Information
-- Opening Marker --

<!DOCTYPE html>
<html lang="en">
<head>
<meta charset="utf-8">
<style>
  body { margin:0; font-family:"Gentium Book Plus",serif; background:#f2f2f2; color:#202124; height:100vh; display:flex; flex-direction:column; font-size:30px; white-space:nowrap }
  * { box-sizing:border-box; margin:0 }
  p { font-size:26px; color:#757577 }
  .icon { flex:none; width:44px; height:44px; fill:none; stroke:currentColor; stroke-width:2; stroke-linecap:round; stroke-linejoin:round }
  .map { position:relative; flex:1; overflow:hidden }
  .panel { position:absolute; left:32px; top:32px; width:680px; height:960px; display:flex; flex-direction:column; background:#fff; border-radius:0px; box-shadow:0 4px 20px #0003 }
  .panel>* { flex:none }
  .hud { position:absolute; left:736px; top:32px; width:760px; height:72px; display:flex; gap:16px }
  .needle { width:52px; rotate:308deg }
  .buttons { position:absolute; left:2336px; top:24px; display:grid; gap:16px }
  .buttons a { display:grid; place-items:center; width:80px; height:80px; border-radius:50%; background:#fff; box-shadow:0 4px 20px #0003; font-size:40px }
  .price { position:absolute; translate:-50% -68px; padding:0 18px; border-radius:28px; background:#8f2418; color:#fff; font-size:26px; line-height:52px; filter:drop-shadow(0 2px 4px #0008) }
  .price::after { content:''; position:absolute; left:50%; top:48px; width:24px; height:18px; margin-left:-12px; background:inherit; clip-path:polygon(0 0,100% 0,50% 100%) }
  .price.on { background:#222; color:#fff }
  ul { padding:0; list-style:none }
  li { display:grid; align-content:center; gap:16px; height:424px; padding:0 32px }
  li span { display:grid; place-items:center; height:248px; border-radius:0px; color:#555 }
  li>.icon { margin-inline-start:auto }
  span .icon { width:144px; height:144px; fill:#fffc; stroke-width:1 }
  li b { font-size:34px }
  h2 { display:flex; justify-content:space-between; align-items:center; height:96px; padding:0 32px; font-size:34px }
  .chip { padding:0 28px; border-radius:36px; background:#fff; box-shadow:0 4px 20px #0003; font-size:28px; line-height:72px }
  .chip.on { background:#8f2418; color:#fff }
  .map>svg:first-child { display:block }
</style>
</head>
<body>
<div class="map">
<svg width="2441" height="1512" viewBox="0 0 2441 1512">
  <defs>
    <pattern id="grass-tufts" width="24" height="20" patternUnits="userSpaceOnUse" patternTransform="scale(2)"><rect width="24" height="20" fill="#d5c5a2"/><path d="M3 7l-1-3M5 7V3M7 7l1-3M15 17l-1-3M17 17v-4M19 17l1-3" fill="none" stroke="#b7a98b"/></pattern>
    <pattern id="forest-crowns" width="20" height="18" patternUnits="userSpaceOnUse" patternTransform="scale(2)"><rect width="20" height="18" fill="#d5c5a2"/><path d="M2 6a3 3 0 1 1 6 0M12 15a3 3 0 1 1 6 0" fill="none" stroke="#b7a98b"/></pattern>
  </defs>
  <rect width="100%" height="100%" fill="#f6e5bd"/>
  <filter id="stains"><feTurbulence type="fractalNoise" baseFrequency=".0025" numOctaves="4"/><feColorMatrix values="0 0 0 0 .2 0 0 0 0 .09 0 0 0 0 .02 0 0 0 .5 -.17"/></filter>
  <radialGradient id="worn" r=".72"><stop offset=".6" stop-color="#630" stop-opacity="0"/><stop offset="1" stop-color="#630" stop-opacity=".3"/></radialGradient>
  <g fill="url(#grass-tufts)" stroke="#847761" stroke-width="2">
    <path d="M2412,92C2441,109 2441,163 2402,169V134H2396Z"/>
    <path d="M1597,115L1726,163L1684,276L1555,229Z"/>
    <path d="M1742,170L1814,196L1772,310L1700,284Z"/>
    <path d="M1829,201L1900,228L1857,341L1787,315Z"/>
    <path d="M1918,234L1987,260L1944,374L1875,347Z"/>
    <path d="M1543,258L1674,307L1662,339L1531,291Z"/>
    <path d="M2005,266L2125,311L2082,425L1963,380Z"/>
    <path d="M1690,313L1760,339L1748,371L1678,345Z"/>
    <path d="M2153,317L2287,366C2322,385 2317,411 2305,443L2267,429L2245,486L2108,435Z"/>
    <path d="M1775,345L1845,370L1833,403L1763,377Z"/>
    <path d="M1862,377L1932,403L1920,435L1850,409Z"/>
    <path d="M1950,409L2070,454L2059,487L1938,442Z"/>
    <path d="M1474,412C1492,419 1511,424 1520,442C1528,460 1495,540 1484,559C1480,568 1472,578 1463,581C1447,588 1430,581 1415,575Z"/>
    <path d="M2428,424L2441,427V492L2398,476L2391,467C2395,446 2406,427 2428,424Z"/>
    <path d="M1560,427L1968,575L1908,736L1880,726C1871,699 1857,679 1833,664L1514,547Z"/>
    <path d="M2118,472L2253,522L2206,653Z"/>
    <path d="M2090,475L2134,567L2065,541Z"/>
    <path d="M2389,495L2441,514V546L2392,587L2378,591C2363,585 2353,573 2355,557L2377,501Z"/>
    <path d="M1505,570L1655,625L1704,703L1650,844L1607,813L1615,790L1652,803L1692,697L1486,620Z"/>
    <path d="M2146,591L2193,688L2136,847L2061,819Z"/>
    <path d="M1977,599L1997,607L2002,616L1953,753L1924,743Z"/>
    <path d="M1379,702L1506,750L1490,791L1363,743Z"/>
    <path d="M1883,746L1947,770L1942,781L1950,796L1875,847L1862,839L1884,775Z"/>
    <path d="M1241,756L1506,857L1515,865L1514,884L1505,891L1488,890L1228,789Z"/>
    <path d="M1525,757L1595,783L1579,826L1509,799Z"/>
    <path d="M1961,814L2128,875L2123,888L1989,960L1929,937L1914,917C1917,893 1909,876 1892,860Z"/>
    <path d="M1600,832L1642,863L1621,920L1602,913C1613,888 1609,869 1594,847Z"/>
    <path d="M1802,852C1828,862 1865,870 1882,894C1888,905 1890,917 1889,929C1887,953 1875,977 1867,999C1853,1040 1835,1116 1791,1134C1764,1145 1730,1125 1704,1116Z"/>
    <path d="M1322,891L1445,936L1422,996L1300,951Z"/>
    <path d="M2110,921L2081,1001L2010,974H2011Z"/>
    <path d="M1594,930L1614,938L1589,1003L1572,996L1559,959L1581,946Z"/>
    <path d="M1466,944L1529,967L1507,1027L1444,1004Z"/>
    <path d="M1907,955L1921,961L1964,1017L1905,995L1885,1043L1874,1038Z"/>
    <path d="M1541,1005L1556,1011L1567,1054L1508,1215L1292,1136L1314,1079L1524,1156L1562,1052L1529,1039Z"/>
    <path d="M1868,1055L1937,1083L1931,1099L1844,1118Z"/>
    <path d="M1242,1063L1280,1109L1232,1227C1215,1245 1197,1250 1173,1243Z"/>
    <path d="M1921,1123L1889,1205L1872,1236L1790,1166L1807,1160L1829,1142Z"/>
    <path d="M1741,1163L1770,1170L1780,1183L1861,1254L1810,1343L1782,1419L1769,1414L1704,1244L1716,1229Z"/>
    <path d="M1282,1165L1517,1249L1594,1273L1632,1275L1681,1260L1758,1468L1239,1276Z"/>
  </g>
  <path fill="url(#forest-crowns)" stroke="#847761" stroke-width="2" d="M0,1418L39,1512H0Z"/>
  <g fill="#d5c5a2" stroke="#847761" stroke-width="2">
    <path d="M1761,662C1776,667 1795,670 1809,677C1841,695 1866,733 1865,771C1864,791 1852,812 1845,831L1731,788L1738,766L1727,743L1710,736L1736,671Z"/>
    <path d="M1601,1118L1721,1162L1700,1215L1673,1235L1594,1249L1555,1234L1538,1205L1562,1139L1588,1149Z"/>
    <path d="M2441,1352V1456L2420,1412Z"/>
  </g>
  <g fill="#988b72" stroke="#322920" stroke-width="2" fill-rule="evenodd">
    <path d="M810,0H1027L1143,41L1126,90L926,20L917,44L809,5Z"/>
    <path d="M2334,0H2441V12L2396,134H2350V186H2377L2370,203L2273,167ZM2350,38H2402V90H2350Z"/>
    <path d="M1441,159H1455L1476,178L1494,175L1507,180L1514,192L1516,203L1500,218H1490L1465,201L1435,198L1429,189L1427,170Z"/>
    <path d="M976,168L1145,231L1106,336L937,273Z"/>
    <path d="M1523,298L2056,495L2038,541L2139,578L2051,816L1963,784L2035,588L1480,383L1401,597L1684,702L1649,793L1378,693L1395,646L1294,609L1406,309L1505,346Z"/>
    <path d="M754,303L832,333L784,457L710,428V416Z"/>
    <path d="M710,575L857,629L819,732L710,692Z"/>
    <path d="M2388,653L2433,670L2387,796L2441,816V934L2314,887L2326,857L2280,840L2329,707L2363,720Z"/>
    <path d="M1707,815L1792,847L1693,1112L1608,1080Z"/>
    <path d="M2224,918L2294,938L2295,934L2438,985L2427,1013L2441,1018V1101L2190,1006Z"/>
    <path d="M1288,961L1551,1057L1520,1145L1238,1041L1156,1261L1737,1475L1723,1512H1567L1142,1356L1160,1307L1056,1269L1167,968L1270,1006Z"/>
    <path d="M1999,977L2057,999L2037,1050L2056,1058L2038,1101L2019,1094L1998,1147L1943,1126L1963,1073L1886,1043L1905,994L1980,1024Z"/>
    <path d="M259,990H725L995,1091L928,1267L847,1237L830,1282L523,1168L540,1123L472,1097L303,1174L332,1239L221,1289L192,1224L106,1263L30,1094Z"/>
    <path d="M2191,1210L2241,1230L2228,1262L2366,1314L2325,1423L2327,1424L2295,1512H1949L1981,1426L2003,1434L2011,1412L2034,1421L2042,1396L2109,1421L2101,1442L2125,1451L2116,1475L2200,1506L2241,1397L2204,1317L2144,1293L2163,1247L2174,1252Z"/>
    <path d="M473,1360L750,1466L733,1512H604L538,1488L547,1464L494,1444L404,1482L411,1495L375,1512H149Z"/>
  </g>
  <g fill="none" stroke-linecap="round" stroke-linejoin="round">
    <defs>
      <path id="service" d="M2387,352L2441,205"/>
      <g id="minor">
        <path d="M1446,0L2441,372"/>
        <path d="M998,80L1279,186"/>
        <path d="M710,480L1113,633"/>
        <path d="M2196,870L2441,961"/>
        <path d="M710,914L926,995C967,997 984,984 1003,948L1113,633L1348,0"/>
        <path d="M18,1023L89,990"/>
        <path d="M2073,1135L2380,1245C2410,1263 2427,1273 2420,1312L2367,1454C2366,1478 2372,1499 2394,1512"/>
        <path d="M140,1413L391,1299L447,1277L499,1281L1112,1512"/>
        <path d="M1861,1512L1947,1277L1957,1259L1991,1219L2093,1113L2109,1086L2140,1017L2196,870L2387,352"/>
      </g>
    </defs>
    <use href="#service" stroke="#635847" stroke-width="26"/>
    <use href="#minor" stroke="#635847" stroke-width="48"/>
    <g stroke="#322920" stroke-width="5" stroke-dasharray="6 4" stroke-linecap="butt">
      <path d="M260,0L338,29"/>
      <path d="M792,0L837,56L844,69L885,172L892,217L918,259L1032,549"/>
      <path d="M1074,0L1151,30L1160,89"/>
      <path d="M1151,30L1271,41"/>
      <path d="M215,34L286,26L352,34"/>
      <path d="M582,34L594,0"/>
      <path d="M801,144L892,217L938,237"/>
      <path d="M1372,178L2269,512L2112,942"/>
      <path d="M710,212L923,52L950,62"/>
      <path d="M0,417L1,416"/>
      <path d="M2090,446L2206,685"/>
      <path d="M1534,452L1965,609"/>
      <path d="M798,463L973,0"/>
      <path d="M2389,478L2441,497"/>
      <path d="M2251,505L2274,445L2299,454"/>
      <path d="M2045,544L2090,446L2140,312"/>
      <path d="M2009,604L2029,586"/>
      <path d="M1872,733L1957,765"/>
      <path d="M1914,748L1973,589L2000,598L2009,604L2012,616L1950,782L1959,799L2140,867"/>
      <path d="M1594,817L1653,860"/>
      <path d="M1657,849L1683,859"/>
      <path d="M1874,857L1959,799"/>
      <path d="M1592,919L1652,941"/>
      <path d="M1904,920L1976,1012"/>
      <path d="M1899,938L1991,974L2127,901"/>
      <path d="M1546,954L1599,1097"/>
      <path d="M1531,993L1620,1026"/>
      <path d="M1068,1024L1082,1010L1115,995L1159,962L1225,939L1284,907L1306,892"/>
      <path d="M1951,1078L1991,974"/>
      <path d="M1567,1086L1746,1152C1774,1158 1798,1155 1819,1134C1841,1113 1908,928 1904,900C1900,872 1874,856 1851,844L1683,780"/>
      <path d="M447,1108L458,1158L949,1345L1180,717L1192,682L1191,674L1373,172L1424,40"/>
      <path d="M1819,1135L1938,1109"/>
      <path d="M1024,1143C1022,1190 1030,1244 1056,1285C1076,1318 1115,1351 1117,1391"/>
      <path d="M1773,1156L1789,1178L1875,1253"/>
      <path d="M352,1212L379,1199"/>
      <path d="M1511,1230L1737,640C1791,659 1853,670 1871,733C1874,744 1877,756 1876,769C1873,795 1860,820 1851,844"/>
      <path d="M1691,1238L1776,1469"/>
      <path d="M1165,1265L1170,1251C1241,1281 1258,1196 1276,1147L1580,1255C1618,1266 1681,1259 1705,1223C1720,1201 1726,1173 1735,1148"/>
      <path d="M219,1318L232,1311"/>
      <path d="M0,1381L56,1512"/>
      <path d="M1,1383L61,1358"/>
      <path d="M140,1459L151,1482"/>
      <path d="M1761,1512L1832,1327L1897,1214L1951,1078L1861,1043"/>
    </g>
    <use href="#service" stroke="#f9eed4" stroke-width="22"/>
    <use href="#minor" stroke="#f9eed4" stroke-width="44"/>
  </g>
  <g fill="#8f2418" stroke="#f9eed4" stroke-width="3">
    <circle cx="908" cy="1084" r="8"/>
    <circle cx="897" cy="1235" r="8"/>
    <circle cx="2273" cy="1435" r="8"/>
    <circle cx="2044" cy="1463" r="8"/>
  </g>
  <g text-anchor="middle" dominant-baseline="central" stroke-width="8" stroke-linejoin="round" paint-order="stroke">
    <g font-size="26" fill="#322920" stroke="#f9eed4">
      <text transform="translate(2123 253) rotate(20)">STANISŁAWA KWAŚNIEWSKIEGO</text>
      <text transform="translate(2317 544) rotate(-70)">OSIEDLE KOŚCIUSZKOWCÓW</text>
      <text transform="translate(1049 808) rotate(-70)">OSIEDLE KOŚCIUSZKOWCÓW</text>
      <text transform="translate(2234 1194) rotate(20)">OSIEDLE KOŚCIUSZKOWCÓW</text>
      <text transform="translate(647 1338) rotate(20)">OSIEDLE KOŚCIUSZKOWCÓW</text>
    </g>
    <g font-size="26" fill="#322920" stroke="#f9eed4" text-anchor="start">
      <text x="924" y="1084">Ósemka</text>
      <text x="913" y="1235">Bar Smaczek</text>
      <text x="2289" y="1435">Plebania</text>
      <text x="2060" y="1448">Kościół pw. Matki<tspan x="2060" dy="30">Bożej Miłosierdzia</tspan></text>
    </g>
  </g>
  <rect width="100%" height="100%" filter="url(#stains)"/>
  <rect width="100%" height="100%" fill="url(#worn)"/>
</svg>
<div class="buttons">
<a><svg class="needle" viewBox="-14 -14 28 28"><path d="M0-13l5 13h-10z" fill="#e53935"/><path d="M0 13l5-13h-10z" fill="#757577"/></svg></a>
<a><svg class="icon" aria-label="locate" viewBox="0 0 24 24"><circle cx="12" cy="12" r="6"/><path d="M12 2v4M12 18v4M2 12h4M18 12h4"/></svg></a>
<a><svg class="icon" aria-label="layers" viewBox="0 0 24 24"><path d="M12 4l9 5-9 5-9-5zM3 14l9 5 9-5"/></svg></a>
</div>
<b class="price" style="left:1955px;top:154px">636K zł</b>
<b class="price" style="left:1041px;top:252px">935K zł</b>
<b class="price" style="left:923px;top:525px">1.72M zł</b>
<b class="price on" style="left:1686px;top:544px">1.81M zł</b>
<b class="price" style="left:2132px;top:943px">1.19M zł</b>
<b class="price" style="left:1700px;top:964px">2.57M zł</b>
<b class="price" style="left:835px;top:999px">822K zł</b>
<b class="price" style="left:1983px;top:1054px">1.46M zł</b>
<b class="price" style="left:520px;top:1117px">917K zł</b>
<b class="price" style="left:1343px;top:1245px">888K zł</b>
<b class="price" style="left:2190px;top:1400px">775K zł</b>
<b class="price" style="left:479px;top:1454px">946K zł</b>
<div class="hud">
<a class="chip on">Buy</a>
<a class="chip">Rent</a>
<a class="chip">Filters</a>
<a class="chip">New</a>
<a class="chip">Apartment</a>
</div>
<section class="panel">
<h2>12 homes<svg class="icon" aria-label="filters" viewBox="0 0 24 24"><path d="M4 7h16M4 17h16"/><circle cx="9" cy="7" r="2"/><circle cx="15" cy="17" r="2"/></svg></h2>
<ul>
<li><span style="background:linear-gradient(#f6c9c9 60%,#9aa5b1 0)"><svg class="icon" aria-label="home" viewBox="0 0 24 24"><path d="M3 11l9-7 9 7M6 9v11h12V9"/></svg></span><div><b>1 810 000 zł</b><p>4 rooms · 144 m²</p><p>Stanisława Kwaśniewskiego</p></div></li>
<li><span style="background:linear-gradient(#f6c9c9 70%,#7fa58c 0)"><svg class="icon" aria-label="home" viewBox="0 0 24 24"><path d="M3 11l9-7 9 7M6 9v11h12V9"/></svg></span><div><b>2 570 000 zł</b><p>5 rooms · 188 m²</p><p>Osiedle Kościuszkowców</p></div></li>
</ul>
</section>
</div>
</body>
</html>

-- Closing Marker --

Task item
Find how many lines of the entries contain "worn". Respond with the number only.

Exercise result
2